From dce6657e911afecef82cddda90e0d236c273fe18 Mon Sep 17 00:00:00 2001
From: Amit Langote <amitlan@postgresql.org>
Date: Fri, 22 Sep 2023 18:17:15 +0900
Subject: [PATCH v49 4/8] Teach the executor to lock child tables in some cases

An upcoming commit will move the locking of child tables referenced
in a cached plan tree from GetCachedPlan() to the executor
initialization of the plan tree in ExecutorStart().  This commit
teaches ExecGetRangeTableRelation() to lock child tables if
EState.es_cachedplan points to a CachedPlan.

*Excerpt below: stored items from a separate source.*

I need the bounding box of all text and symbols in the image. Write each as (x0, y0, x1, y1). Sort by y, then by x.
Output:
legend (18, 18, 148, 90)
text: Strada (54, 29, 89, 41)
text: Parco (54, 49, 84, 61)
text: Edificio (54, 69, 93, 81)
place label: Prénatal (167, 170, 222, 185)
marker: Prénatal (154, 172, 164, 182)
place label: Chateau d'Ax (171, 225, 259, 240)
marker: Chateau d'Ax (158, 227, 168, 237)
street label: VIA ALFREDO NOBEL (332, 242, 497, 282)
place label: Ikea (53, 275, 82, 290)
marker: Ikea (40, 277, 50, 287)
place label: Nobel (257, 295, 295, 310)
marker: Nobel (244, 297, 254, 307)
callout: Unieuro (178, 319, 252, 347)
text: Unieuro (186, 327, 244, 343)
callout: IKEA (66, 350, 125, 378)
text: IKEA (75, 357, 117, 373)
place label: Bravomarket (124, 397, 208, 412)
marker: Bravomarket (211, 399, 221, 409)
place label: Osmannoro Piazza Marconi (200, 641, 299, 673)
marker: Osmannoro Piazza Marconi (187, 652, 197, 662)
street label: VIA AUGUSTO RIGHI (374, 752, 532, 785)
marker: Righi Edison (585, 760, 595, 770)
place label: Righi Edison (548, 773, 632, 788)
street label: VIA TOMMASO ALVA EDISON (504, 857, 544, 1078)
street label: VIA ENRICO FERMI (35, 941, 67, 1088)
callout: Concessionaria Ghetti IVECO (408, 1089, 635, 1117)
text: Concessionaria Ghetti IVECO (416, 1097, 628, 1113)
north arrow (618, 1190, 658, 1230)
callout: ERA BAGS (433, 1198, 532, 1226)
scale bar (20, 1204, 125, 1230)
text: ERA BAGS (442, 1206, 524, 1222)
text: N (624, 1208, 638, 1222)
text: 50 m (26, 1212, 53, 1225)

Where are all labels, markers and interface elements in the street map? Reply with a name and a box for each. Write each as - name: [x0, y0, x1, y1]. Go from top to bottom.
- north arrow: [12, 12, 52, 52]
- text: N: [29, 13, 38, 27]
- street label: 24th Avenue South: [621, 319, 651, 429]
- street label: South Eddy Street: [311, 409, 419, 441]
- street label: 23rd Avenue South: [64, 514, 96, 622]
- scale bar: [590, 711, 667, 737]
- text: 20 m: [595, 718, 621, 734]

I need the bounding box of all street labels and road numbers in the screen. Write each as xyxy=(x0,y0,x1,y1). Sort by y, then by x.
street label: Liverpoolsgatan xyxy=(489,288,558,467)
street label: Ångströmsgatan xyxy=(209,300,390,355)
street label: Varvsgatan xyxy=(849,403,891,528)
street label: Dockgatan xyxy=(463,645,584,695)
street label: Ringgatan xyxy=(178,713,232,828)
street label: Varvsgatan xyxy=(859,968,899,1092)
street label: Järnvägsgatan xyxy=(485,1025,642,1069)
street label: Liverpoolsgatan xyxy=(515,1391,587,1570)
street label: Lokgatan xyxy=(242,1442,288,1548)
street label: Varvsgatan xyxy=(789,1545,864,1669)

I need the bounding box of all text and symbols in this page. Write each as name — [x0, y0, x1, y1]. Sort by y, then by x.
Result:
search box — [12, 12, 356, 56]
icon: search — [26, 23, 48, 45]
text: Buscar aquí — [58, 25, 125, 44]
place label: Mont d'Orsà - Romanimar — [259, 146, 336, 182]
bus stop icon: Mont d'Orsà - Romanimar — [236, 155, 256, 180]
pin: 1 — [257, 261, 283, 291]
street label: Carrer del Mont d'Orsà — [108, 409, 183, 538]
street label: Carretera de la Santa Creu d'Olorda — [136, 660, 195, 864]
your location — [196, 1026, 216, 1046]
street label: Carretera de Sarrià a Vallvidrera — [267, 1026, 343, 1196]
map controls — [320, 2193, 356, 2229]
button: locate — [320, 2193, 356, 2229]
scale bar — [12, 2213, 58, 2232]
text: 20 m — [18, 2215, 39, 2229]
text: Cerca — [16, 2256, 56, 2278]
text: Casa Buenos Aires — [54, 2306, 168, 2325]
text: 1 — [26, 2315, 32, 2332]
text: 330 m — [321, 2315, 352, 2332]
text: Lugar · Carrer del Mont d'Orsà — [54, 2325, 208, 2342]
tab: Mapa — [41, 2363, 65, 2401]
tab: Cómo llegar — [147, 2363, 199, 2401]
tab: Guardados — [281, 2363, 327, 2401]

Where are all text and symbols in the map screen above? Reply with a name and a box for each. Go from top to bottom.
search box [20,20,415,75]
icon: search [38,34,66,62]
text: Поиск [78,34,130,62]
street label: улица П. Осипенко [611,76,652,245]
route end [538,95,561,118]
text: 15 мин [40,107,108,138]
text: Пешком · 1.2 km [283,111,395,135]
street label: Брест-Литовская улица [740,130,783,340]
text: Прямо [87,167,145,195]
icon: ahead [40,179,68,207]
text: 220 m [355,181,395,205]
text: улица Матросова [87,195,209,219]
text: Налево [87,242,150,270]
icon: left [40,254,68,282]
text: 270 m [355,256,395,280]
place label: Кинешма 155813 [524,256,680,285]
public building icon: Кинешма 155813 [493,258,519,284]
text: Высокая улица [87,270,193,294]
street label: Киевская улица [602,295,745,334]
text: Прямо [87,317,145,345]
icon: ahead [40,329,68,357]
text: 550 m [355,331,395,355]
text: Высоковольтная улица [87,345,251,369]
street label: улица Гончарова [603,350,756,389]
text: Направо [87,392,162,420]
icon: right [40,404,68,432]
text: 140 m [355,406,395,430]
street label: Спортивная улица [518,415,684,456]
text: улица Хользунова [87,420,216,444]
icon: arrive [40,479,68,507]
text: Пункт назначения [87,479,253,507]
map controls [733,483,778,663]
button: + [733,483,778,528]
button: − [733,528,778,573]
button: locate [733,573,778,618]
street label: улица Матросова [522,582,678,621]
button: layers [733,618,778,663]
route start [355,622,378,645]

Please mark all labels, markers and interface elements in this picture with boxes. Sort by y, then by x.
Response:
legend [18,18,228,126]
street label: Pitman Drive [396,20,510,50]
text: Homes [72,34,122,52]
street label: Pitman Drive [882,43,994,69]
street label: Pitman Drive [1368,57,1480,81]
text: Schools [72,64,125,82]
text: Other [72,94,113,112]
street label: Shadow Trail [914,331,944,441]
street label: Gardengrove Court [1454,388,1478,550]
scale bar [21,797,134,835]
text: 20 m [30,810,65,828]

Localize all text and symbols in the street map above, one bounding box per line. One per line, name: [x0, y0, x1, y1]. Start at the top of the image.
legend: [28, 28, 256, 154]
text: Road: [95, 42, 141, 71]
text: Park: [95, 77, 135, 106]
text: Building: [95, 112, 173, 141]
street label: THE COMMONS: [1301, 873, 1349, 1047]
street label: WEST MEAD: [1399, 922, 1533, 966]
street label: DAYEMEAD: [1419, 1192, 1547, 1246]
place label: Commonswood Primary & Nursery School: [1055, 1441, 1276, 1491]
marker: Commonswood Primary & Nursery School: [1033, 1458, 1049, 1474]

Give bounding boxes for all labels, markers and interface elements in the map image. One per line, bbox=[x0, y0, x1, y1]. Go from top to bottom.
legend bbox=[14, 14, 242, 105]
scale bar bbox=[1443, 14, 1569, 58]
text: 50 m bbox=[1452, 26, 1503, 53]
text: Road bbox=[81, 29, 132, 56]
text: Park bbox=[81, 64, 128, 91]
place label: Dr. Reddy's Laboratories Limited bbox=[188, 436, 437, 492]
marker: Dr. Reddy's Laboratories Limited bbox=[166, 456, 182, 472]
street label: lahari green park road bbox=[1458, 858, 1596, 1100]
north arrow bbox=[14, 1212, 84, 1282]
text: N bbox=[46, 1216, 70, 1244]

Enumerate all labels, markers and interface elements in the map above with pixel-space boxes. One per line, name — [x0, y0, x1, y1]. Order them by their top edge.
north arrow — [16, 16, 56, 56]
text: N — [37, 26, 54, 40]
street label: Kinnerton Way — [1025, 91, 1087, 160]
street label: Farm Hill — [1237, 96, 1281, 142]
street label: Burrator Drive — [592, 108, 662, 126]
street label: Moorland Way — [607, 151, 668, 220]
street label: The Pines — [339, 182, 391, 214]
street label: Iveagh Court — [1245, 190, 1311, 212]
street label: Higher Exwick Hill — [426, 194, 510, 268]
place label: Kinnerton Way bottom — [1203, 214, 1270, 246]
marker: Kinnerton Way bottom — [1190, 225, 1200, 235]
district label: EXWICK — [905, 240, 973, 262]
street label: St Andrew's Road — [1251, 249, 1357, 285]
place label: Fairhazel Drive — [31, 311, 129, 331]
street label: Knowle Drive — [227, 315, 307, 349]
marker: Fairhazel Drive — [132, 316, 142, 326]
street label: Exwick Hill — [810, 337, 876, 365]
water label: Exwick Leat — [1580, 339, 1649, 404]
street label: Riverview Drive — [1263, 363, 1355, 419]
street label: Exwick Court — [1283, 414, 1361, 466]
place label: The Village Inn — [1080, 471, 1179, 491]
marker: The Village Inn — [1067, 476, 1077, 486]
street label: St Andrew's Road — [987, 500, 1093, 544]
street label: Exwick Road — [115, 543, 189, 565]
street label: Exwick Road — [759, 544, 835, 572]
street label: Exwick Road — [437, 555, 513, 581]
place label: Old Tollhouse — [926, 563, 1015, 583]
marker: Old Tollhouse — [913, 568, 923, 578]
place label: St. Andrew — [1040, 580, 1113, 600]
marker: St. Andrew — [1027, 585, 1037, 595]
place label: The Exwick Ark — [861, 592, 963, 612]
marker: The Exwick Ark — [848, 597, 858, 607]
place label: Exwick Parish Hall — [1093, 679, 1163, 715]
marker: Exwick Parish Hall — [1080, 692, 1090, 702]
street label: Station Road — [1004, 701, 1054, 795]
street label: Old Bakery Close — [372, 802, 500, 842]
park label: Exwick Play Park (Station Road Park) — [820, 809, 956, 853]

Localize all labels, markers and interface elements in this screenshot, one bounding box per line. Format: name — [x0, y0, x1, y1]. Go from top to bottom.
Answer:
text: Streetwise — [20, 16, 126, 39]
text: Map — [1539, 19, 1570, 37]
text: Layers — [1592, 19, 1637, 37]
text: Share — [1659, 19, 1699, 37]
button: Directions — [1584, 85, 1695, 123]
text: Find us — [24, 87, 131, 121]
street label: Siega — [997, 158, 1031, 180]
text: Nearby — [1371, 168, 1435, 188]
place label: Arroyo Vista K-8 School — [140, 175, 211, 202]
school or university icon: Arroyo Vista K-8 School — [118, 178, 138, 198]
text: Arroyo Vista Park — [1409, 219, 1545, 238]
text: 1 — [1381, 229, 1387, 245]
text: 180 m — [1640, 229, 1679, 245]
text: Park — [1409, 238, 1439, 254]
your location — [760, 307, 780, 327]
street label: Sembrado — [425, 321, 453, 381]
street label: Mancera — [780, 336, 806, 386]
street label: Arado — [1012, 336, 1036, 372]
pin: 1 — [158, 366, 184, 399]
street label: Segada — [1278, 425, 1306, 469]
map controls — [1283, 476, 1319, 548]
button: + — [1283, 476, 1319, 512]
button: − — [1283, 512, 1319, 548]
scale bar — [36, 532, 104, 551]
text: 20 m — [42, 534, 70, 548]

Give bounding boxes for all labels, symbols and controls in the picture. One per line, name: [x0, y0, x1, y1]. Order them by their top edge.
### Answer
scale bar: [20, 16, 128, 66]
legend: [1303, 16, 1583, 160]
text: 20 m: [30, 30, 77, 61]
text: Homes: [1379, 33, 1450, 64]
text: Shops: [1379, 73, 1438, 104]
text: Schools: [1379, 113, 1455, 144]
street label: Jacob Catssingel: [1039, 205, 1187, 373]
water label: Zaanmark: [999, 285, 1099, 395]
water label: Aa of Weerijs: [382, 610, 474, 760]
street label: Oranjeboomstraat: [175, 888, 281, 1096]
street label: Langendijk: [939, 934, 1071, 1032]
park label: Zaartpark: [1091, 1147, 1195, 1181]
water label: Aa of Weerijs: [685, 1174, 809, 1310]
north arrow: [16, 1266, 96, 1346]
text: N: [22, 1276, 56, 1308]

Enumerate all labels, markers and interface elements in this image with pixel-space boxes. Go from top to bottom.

The executor must now deal with the cases where an unlocked child
table might have been concurrently dropped, so this modifies
ExecGetRangeTableRelation() to use try_table_open().  All of its
callers (and those of ExecOpenScanRelation() that calls it) must
now account for the child table disappearing, which means to abort
initializing the table's Scan node in the middle.

ExecGetRangeTableRelation() now examines inFromCl field of an RTE
to determine that a given range table relation is a child table, so
this commit also makes the planner set inFromCl to false in the
child tables' RTEs that it manufactures.

Discussion: https://postgr.es/m/CA+HiwqFGkMSge6TgC9KQzde0ohpAycLQuV7ooitEEpbKB0O_mg@mail.gmail.comk
---
 src/backend/executor/README          | 36 +++++++++++++++++++++++-
 src/backend/executor/execPartition.c |  2 ++
 src/backend/executor/execUtils.c     | 41 +++++++++++++++++++++-------
 src/backend/optimizer/util/inherit.c |  7 +++++
 src/backend/parser/analyze.c         |  7 ++---
 src/include/nodes/parsenodes.h       |  8 ++++--
 6 files changed, 84 insertions(+), 17 deletions(-)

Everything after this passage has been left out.